III.  Conséquences en Europe

Suites de l’affaire Snowden

Cette décision de la CJUE est une conséquence directe des révélations de l’Affaire Snowden sur les programmes de surveillance PRISM/US-984XN et  XKeyscore. Sans ces révélations, il est probable que la CJUE ne soit jamais parvenue à décréter que cet accord cadre n’était plus suffisant. Les quelques 4’500 entreprises qui se sont basées sur le Safe Harbor pour transférer leurs données aux USA sont placées dans un flou juridique.

Depuis le 6 octobre 2015, tout transfert de données aux Etats-Unis par des entreprises ayant basé ce transfert sur le Safe Harbor est illégal. Actuellement, les entreprises peuvent poursuivre le transfert des données aux Etats-Unis si :

  • des conventions intra-groupe intégrant des “clauses contractuelles types” reconnues par l’Union européenne sont mises en places
  • en ‘intégrant de “Binding Corporate Rules” (BCR), dont les lignes directrices peuvent être consultées ici
  • lorsque les conditions pour déroger aux conditions légales sont réunies (consentement préalable explicite de l’utilisateur, transfert des données en respect d’une obligation contractuelle, etc.).
  • Il existe également des modèles de conventions pour le transfert de données garantissant le respect des principes légaux (“Transborder Data Flow Agreement”).

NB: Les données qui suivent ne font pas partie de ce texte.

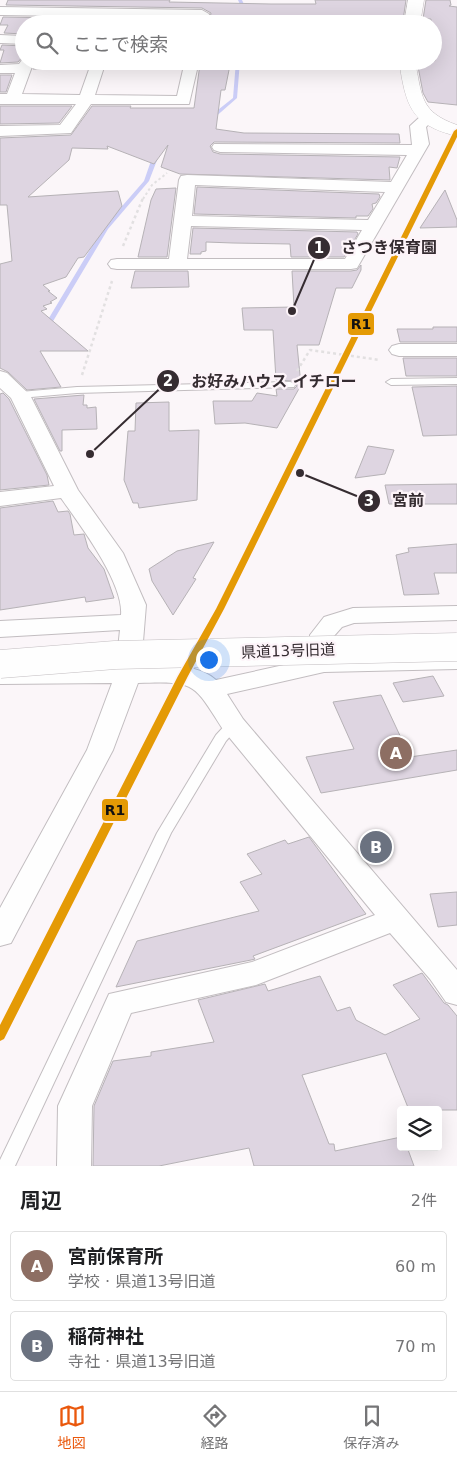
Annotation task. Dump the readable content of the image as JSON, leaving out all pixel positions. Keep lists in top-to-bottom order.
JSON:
{
  "streets": {
    "street": ["県道13号旧道"]
  },
  "places": ["さつき保育園", "お好みハウス イチロー", "宮前"],
  "lines": ["transit line R1"],
  "page": {
    "search": "ここで検索",
    "pins": ["A", "B"],
    "heading": ["周辺", "2件"],
    "list": [
      {
        "mark": "A",
        "name": "宮前保育所",
        "note": "学校 · 県道13号旧道",
        "value": "60 m"
      },
      {
        "mark": "B",
        "name": "稲荷神社",
        "note": "寺社 · 県道13号旧道",
        "value": "70 m"
      }
    ],
    "nav": ["地図", "経路", "保存済み"]
  }
}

Réactions au niveau européen

Après l’arrêt Schrems c. Facebook, les autorités européennes de protection des données n’ont pas tardé à réagir. Dans un communiqué du 16 octobre 2015, le Groupe de travail de l’Article 29 (le G29 est institué par l’article 29 de la directive européenne sur la protection des données personnelles – Directive 95/46/CE) a émis des recommandations dans lesquelles il impartit un délai de 3 mois aux institutions européennes et aux gouvernements pour renégocier un Safe Harbor compatible avec les principes européens de la protection des données. Les autorités nationales, dont notamment la CNIL, sont prêtes à se coordonner pour entreprendre des actions répressives concertées (par exemple exiger la suspension de tout transfert de données aux Etats-Unis) si un accord n’est pas trouvé d’ici au 31 janvier 2016 !

IV.  Recommandations du Préposé en Suisse

Recommandations aux entreprises

Comme on peut le lire dans sa dernière communication datée du 22 octobre 2015, le Préposé Fédéral à la Protection des Données et à la Transparence (PFPDT) se calque sur la décision européenne et considère que l’équivalent suisse du Safe Harbor européen (le US-Swiss Safe Harbor Framework) n’est plus une base légale suffisante tant que la Suisse n’aura pas renégocié un accord suffisant avec les Etats-Unis.

A la différence de l’Europe, la Suisse n’a pas dénoncé le Safe Harbor alors que la situation est connue depuis longtemps, aucune décision judiciaire n’a été rendue et l’analyse du PFPDT n’est parue que via son site web, relève Me Sylvain Métille sur son blog. Selon le Préposé Fédéral suppléant à la protection des données, M. Jean-Philippe Walter, “La Suisse est liée par la décision d’adéquation et ne peut faire cavalier seul au risque que l’UE revoie sa décision“. De plus, il revient au Conseil Fédéral de dénoncer, cas échéant, le Safe Harbor et non au Préposé. Tout en rappelant qu’il ne s’agit que de  recommandations, le Préposé suppléant précise que cette prise de position s’adresse aux entreprises qui devraient suivre les recommandations du Préposé, soit :

  • Informer de manière claire et aussi exhaustive que possible les personnes dont les données sont transmises aux États-Unis des accès possibles des autorités, afin de leur permettre d’exercer leurs droits. Le contrat d’échange de données personnelles devrait prévoir un engagement des parties contractantes dans ce sens
  • Prévoir un engagement des Parties à mettre à la disposition des personnes concernées les outils nécessaires à une protection juridique efficace conformément à l’article 6, al. 2, let. a, LPD, à exécuter réellement les procédures correspondantes et à accepter les décisions qui en résultent.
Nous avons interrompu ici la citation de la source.